### Exercise description
Transcription task. Write out each entry verbatim and exclude any image.

### Task input
- - - - - - -

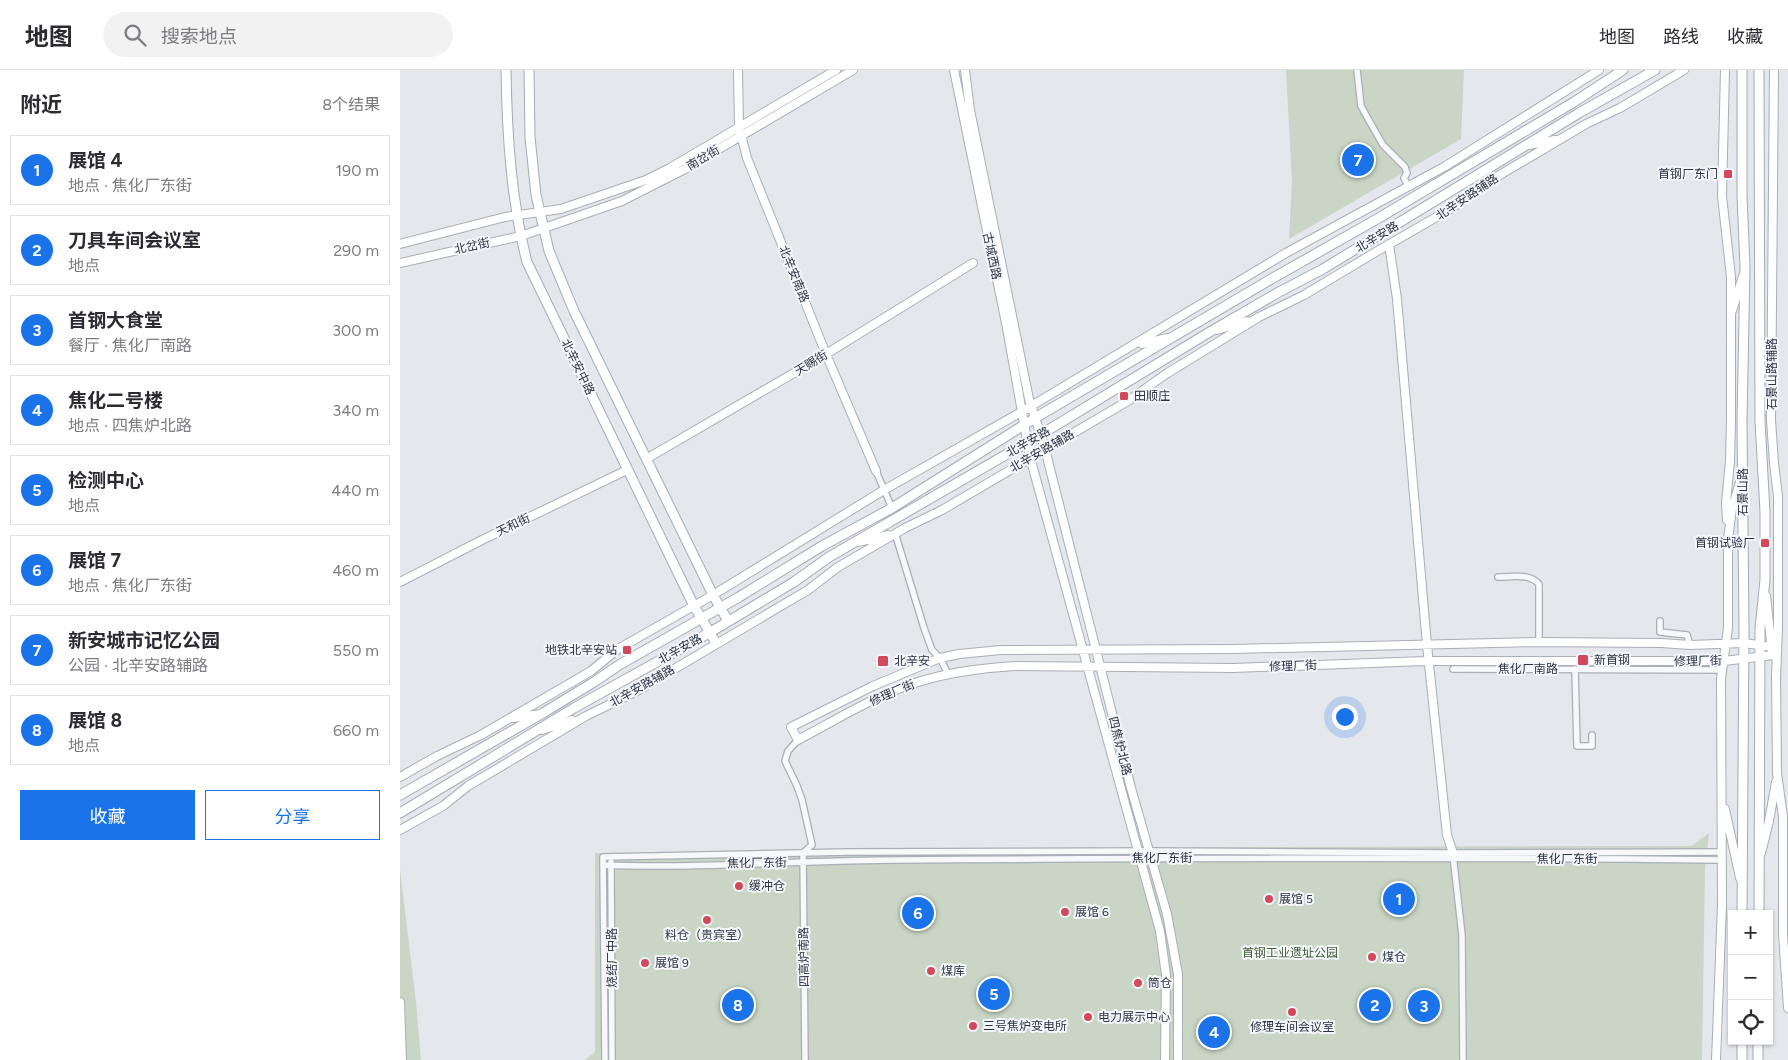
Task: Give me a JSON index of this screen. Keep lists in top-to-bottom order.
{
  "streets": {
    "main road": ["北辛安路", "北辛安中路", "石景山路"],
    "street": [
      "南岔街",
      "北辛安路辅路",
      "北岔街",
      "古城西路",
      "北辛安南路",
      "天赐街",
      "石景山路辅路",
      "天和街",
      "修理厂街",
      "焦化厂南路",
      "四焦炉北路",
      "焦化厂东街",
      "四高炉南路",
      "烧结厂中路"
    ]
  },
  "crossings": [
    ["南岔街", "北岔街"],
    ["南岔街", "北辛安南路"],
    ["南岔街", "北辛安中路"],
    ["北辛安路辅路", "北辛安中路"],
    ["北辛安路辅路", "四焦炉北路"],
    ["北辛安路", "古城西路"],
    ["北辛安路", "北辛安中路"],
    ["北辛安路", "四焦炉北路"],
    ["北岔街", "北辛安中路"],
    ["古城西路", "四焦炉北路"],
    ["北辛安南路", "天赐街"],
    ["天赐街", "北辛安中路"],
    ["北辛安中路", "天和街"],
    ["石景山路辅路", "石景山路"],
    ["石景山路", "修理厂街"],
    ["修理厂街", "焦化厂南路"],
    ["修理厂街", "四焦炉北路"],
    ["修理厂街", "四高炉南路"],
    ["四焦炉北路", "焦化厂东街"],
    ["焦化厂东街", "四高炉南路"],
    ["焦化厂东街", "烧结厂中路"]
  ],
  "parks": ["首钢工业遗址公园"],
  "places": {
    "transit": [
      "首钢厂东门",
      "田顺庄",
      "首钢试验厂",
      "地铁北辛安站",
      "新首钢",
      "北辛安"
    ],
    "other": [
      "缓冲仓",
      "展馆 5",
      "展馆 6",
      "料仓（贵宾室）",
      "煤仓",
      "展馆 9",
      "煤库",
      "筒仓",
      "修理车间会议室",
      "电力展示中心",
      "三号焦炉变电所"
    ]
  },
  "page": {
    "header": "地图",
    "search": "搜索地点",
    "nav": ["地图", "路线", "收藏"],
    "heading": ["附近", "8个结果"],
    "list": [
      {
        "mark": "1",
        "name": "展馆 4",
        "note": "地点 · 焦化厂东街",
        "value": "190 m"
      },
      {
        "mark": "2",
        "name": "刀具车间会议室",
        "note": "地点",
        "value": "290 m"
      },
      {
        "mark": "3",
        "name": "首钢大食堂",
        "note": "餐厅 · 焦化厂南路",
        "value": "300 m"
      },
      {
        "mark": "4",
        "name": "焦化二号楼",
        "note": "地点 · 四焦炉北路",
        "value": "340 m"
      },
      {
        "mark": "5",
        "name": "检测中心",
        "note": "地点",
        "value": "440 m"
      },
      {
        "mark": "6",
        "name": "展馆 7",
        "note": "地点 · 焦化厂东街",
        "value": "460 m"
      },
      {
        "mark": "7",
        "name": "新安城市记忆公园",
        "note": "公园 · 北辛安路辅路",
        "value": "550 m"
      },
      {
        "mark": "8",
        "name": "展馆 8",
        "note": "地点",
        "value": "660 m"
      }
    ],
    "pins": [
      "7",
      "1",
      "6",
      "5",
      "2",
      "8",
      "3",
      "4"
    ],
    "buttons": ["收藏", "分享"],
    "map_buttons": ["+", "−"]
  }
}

- - - - - - -

### Solution to this problem
Task: Give me a JSON index of this screen. Keep lists in top-to-bottom order.
{
  "streets": {
    "main road": ["北辛安路", "北辛安中路", "石景山路"],
    "street": [
      "南岔街",
      "北辛安路辅路",
      "北岔街",
      "古城西路",
      "北辛安南路",
      "天赐街",
      "石景山路辅路",
      "天和街",
      "修理厂街",
      "焦化厂南路",
      "四焦炉北路",
      "焦化厂东街",
      "四高炉南路",
      "烧结厂中路"
    ]
  },
  "crossings": [
    ["南岔街", "北岔街"],
    ["南岔街", "北辛安南路"],
    ["南岔街", "北辛安中路"],
    ["北辛安路辅路", "北辛安中路"],
    ["北辛安路辅路", "四焦炉北路"],
    ["北辛安路", "古城西路"],
    ["北辛安路", "北辛安中路"],
    ["北辛安路", "四焦炉北路"],
    ["北岔街", "北辛安中路"],
    ["古城西路", "四焦炉北路"],
    ["北辛安南路", "天赐街"],
    ["天赐街", "北辛安中路"],
    ["北辛安中路", "天和街"],
    ["石景山路辅路", "石景山路"],
    ["石景山路", "修理厂街"],
    ["修理厂街", "焦化厂南路"],
    ["修理厂街", "四焦炉北路"],
    ["修理厂街", "四高炉南路"],
    ["四焦炉北路", "焦化厂东街"],
    ["焦化厂东街", "四高炉南路"],
    ["焦化厂东街", "烧结厂中路"]
  ],
  "parks": ["首钢工业遗址公园"],
  "places": {
    "transit": [
      "首钢厂东门",
      "田顺庄",
      "首钢试验厂",
      "地铁北辛安站",
      "新首钢",
      "北辛安"
    ],
    "other": [
      "缓冲仓",
      "展馆 5",
      "展馆 6",
      "料仓（贵宾室）",
      "煤仓",
      "展馆 9",
      "煤库",
      "筒仓",
      "修理车间会议室",
      "电力展示中心",
      "三号焦炉变电所"
    ]
  },
  "page": {
    "header": "地图",
    "search": "搜索地点",
    "nav": ["地图", "路线", "收藏"],
    "heading": ["附近", "8个结果"],
    "list": [
      {
        "mark": "1",
        "name": "展馆 4",
        "note": "地点 · 焦化厂东街",
        "value": "190 m"
      },
      {
        "mark": "2",
        "name": "刀具车间会议室",
        "note": "地点",
        "value": "290 m"
      },
      {
        "mark": "3",
        "name": "首钢大食堂",
        "note": "餐厅 · 焦化厂南路",
        "value": "300 m"
      },
      {
        "mark": "4",
        "name": "焦化二号楼",
        "note": "地点 · 四焦炉北路",
        "value": "340 m"
      },
      {
        "mark": "5",
        "name": "检测中心",
        "note": "地点",
        "value": "440 m"
      },
      {
        "mark": "6",
        "name": "展馆 7",
        "note": "地点 · 焦化厂东街",
        "value": "460 m"
      },
      {
        "mark": "7",
        "name": "新安城市记忆公园",
        "note": "公园 · 北辛安路辅路",
        "value": "550 m"
      },
      {
        "mark": "8",
        "name": "展馆 8",
        "note": "地点",
        "value": "660 m"
      }
    ],
    "pins": [
      "7",
      "1",
      "6",
      "5",
      "2",
      "8",
      "3",
      "4"
    ],
    "buttons": ["收藏", "分享"],
    "map_buttons": ["+", "−"]
  }
}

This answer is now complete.